Adds a layer to the neural network.

This method is responsible for appending a new layer to the neural network structure. The layer can be fully connected or convolutional, depending on the parameters provided.

Parameters:

neurons (int) – The number of neurons in the hidden layer. If ishape is different from zero and this is the first layer of the model, neurons represents the number of neurons in the first layer (i.e., the number of input features).
ishape (int, optional) – The number of neurons in the first layer (i.e., the number of input features). Default is 0.
oshape (int, optional) – The number of output neurons (shape of the output). If not provided, defaults to the number of neurons. Default is 0.
weights_initializer (function, optional) – The function used to initialize the layer’s weights. Default is init_func.opt_ptrbf_weights.
bias_initializer (function, optional) – The function used to initialize the layer’s biases. Default is init_func.zeros.
sigma_initializer (function, optional) – The function used to initialize the sigma parameter. Default is init_func.ones.
gamma_initializer (function, optional) – The function used to initialize the gamma parameter. Default is init_func.opt_ptrbf_gamma.
reg_strength (float, optional) – The strength of L2 regularization applied to the layer. Default is 0.0 (no regularization).
lambda_init (float, optional) – The initial value for the regularization term. Default is 0.1.
weights_rate (float, optional) – The learning rate applied to the weights during training. Default is 0.001.
biases_rate (float, optional) – The learning rate applied to the biases during training. Default is 0.001.
gamma_rate (float, optional) – The learning rate applied to the gamma parameter during training. Default is 0.01.
sigma_rate (float, optional) – The learning rate applied to the sigma parameter during training. Default is 0.01.
lr_decay_method (function, optional) – The method used for decaying the learning rate over time. Default is decay_func.none_decay.
lr_decay_rate (float, optional) – The rate at which the learning rate decays. Default is 0.0 (no decay).
lr_decay_steps (int, optional) – The number of steps after which the learning rate decays. Default is 1.
kernel_initializer (function, optional) – The function used to initialize the kernel for convolutional layers. Default is init_func.opt_ptrbf_gamma.
kernel_size (int, optional) – The size of the convolutional kernel. Default is 3.
module (object, optional) – The computation module used (e.g., NumPy or CuPy). If not provided, it is set during the initialization of the NeuralNetwork class. Default is None.
category (int, optional) – The type of convolution: 1 for transient and steady-state, 0 for steady-state only. Default is 1.
layer_type (str, optional) – The type of layer to add: “Fully” for fully connected layers, “Conv” for convolutional layers. Default is “Fully”.

Returns:

This method does not return any value; it modifies the network structure by appending a new layer.

Return type:

None

Notes

The layer is added to the self.layers list, which is a sequence of layers in the neural network. The parameters provided, such as initialization methods and learning rates, are specific to each layer.

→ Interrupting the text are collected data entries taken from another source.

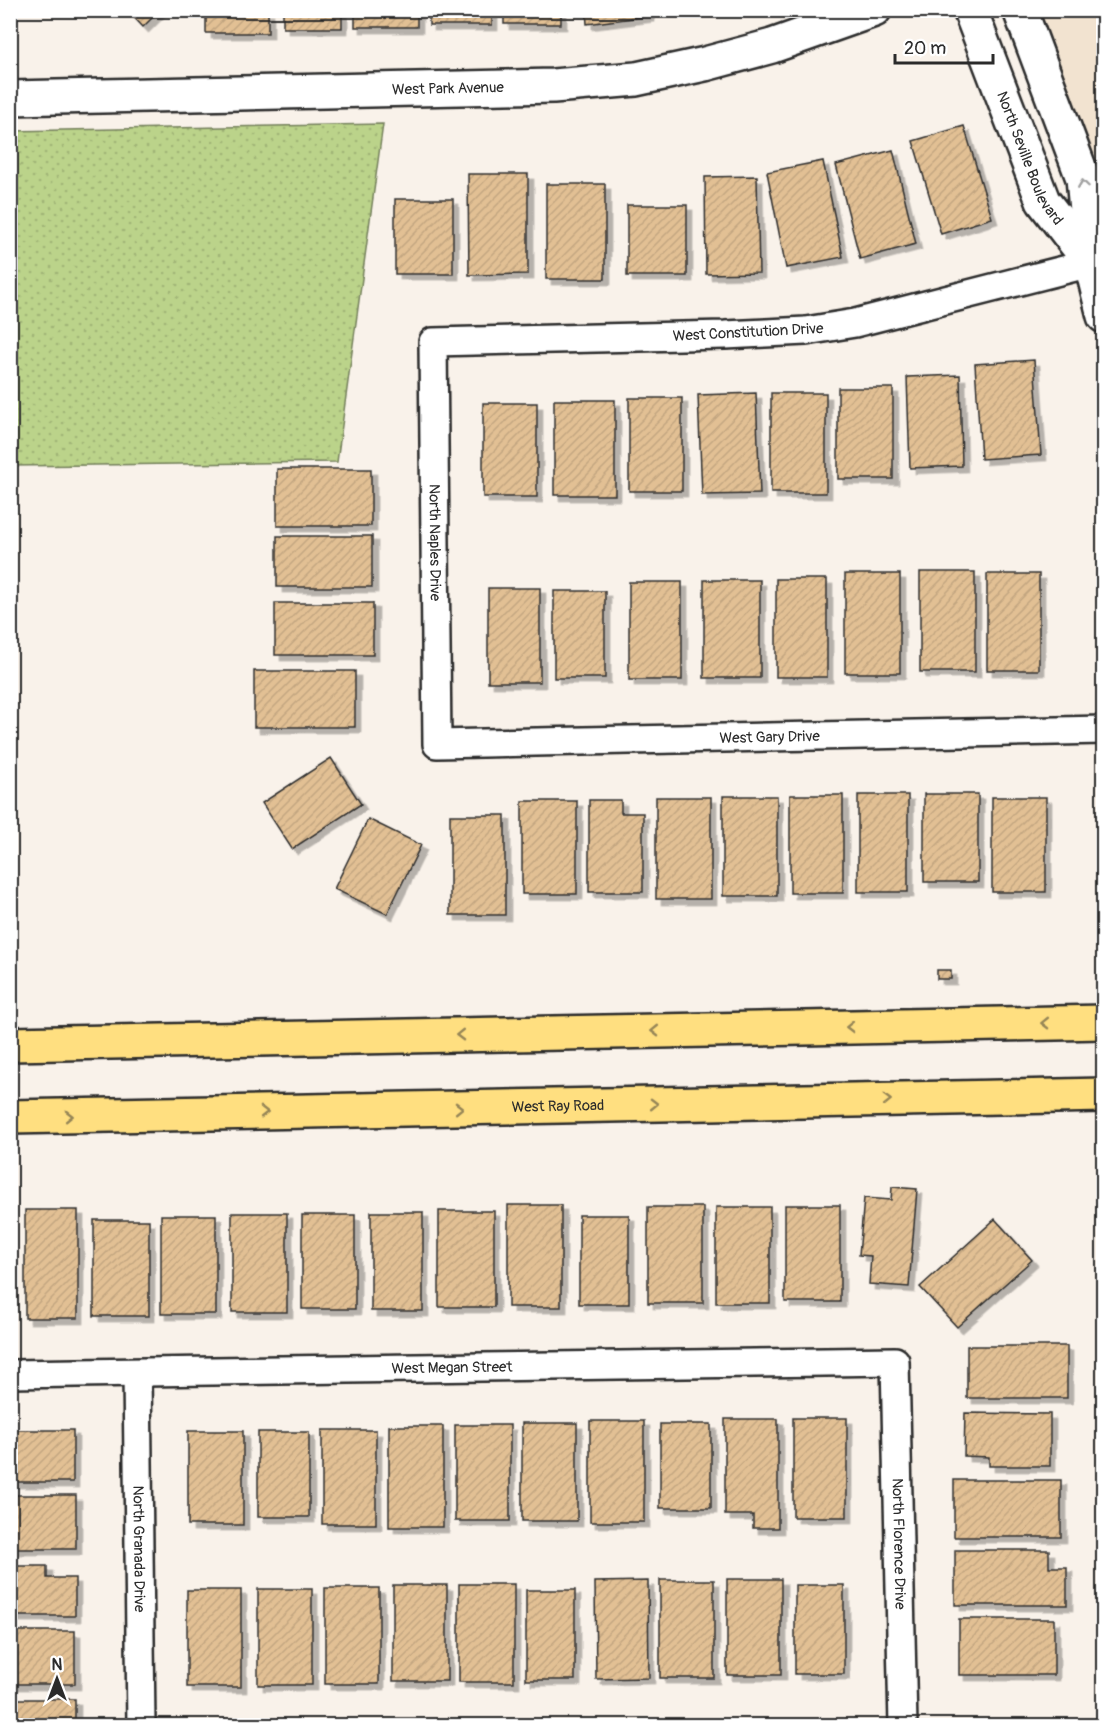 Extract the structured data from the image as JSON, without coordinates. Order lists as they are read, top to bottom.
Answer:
{
  "streets": {
    "main road": ["West Ray Road"],
    "street": [
      "West Park Avenue",
      "North Seville Boulevard",
      "West Constitution Drive",
      "North Naples Drive",
      "West Gary Drive",
      "West Megan Street",
      "North Florence Drive",
      "North Granada Drive"
    ]
  },
  "crossings": [
    ["North Seville Boulevard", "West Constitution Drive"],
    ["West Constitution Drive", "North Naples Drive"],
    ["North Naples Drive", "West Gary Drive"],
    ["West Megan Street", "North Florence Drive"],
    ["West Megan Street", "North Granada Drive"]
  ],
  "scale_bar": "20 m",
  "north": "top"
}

backprop(y, y_pred, epoch)[source]

Performs the backpropagation operation on the neural network.

Parameters:

yarray-like: The true labels or target values.
y_predarray-like: The predicted values from the neural network.
epochint: The current epoch number.

Returns:

array-like: The gradients of the loss function with respect to the network parameters.

convert_data(data)

Converts the input data to the appropriate format for the current backend (NUMPY or CUPY).

Parameters:

dataarray-like: The input data.

Returns:

array-like: The converted input data.

denormalize_outputs(normalized_output_data, mean, std_dev)[source]

Denormalize the output data.

Parameters:: normalized_output_data (cupy/numpy.ndarray) – Normalized output data to be denormalized.
Returns:: Denormalized output data.
Return type:: cupy/numpy.ndarray

feedforward(x)[source]

Performs the feedforward operation on the neural network.

Parameters:

xarray-like: The input data to be fed into the neural network.

Returns:

array-like: The output of the neural network after the feedforward operation.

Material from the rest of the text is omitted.